As the dissent suggests, it would certainly be easier for Aetna to proceed against Hanover for all of the bills paid on Herrera’s behalf, rather than pursuing multiple medical providers for repayment of each of their bills. However, we have long held that “equity will not entertain jurisdiction where there is an adequate remedy at law” (Boyle v Kelley, 42 NY2d 88, 91 [1977]; see Lichtyger v Franchard Corp., 18 NY2d 528, 537 [1966]; Lewis v City of Lockport, 276 NY 336, 342 [1938]). Thus, while equity is, indeed, a flexible concept, it may not be invoked when an adequate remedy exists at law, merely because a party would prefer an easier route to recovery.
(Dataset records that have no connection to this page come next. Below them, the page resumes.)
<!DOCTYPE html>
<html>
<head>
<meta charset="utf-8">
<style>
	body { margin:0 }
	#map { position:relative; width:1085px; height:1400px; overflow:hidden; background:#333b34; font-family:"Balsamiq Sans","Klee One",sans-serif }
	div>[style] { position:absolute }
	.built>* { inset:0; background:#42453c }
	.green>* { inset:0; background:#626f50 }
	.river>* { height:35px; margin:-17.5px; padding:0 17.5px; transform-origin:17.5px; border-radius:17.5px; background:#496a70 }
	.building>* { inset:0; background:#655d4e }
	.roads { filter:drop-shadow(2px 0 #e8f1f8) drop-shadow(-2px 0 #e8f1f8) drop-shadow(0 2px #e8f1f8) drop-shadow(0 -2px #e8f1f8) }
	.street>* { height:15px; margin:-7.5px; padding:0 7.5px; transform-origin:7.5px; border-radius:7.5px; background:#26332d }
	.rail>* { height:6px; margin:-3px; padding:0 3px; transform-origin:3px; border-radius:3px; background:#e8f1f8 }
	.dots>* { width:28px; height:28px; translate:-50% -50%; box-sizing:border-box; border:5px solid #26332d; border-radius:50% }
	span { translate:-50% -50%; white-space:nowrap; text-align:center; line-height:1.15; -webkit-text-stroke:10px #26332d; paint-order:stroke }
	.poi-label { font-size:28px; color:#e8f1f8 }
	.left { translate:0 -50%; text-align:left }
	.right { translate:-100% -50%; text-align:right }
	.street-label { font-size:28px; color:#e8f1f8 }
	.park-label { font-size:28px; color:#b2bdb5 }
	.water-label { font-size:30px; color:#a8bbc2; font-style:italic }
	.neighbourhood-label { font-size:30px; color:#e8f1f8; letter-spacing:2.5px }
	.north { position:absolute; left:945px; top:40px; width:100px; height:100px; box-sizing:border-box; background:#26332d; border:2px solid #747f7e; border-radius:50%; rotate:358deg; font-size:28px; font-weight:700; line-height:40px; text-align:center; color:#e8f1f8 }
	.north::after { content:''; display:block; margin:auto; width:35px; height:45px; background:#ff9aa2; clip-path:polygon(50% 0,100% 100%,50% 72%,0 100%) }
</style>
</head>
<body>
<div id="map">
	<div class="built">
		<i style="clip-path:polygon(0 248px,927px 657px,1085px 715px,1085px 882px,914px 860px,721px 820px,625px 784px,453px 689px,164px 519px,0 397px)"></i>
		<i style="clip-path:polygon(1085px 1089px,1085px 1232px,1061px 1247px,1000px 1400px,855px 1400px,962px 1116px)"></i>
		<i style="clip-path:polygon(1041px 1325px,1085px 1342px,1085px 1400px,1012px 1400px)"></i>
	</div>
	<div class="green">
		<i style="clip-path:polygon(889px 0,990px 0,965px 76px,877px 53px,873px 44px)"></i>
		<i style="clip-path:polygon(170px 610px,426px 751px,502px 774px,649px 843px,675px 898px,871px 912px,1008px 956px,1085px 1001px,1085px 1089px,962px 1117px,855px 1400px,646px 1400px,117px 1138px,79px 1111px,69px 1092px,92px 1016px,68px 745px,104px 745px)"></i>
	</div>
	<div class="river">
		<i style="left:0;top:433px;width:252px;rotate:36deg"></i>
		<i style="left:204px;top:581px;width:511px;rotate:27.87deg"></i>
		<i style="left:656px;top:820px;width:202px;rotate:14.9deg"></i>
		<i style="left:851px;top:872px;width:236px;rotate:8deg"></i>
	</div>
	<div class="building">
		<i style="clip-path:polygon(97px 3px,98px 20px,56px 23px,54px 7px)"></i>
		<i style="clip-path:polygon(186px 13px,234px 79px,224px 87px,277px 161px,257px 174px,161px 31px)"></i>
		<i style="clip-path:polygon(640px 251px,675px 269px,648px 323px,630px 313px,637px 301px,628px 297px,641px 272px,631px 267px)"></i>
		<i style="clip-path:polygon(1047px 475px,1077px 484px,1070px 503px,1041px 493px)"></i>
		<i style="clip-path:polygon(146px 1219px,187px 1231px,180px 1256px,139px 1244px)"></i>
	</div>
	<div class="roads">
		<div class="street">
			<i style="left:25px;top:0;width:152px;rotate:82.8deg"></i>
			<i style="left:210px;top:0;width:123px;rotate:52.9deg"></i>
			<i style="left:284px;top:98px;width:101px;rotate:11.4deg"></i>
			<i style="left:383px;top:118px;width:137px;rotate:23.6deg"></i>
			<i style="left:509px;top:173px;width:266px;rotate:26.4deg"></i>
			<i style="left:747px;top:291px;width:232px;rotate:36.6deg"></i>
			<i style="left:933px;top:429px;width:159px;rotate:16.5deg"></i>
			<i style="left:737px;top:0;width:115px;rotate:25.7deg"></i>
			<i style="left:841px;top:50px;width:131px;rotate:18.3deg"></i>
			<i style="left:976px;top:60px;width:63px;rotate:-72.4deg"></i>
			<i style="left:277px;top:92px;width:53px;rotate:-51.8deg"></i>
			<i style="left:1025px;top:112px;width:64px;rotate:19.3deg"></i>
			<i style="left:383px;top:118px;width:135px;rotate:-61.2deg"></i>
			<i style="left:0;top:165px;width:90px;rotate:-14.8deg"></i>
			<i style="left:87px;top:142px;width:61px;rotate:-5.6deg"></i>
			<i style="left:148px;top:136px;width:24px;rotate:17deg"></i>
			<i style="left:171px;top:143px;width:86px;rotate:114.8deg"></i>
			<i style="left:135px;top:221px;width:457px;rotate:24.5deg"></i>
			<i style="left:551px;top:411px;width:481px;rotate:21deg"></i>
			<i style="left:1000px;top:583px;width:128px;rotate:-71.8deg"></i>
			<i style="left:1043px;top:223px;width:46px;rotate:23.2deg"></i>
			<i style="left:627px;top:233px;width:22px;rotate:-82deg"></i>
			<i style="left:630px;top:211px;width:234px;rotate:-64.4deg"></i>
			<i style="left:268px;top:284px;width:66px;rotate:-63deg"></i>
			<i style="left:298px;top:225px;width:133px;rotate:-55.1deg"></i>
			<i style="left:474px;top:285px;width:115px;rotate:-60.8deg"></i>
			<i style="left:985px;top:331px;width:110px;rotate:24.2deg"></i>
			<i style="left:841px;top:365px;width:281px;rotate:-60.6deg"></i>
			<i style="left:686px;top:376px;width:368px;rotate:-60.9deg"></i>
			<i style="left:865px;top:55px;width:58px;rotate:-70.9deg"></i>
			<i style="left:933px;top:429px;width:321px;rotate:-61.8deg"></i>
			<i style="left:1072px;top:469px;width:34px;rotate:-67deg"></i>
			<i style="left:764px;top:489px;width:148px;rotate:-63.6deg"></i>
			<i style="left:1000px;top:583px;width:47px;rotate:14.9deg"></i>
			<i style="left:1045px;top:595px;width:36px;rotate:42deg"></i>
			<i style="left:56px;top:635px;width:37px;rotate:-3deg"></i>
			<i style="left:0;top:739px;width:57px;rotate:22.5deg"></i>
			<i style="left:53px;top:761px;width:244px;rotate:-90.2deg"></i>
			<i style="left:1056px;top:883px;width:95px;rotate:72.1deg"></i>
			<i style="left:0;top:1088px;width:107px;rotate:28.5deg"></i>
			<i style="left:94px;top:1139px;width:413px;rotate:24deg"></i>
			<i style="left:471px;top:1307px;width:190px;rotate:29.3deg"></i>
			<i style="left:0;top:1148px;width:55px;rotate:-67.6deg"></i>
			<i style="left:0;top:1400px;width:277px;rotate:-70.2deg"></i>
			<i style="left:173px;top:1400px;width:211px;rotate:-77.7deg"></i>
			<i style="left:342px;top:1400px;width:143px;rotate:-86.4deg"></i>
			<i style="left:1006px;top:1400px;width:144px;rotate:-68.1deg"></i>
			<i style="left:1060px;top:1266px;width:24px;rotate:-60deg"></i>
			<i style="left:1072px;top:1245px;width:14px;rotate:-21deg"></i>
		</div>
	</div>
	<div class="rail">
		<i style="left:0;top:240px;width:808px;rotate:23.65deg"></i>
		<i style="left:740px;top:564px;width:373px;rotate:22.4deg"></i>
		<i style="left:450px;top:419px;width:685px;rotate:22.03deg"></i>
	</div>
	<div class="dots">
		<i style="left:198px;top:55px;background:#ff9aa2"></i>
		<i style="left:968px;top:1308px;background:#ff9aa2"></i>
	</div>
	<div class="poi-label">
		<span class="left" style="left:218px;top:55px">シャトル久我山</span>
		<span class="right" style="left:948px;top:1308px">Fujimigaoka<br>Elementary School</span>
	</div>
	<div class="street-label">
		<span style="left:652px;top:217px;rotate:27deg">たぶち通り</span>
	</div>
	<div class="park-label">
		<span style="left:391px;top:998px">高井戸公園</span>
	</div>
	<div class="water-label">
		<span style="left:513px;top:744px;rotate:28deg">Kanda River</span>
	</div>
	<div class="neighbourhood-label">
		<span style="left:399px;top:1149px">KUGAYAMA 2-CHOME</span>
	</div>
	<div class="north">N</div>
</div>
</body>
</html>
In that regard, we emphasize that Aetna may seek recovery from the medical providers that improperly billed Aetna for treatment that should have been covered by Hanover. Contracts between Aetna and the treatment providers — which are not in the record before us — may even spell out the right to, and procedures for, such clawbacks. The medical providers could then submit their bills to Hanover for payment under Herrera’s no-fault policy.4 The availability to Aetna of this legal remedy renders inappropriate the expansion of equitable subrogation into the complex and comprehensive no-fault scheme. Finally, providing an equitable remedy could create additional burdens on the courts — which is contrary to one of the purposes of the No-Fault Law (see Hospital for Joint Diseases v Travelers Prop. Cas. Ins. Co., 9 NY3d 312, 317 [2007]) — and would complicate and add confusion to that statu*587tory and regulatory scheme. Accordingly, the lower courts properly concluded that Aetna’s complaint should be dismissed.

. The former Insurance Department now falls within the Department of Financial Services (see Financial Services Law § 102), which has posted the former agency’s informal opinions on its website.

. Subrogation may also be available under a contract, which is distinguishable from equitable subrogation. In addition, there may be equitable subrogation situations outside the no-fault context in which an insurer seeks recovery from another party who is not a wrongdoer, but we have no occasion to address such situations here.

. The validity of that lien, which has been asserted in a separate action, is not before us.

. Under this scenario, while Hanover might deny payment due to untimely submission (see 11 NYCRR 65-1.1), the medical providers would be the ones suffering the loss of payment, which would not be inequitable because they submitted the bills to the incorrect insurer in the first instance. This only highlights how permitting Aetna to recover via equitable subrogation would be inconsistent with the no-fault scheme, especially the insistence on timely resolution of claims (see e.g. Insurance Law § 5106 [a]; 11 NYCRR 65-1.1, 65-2.4 [b], [c]; 65-3.8 [c]).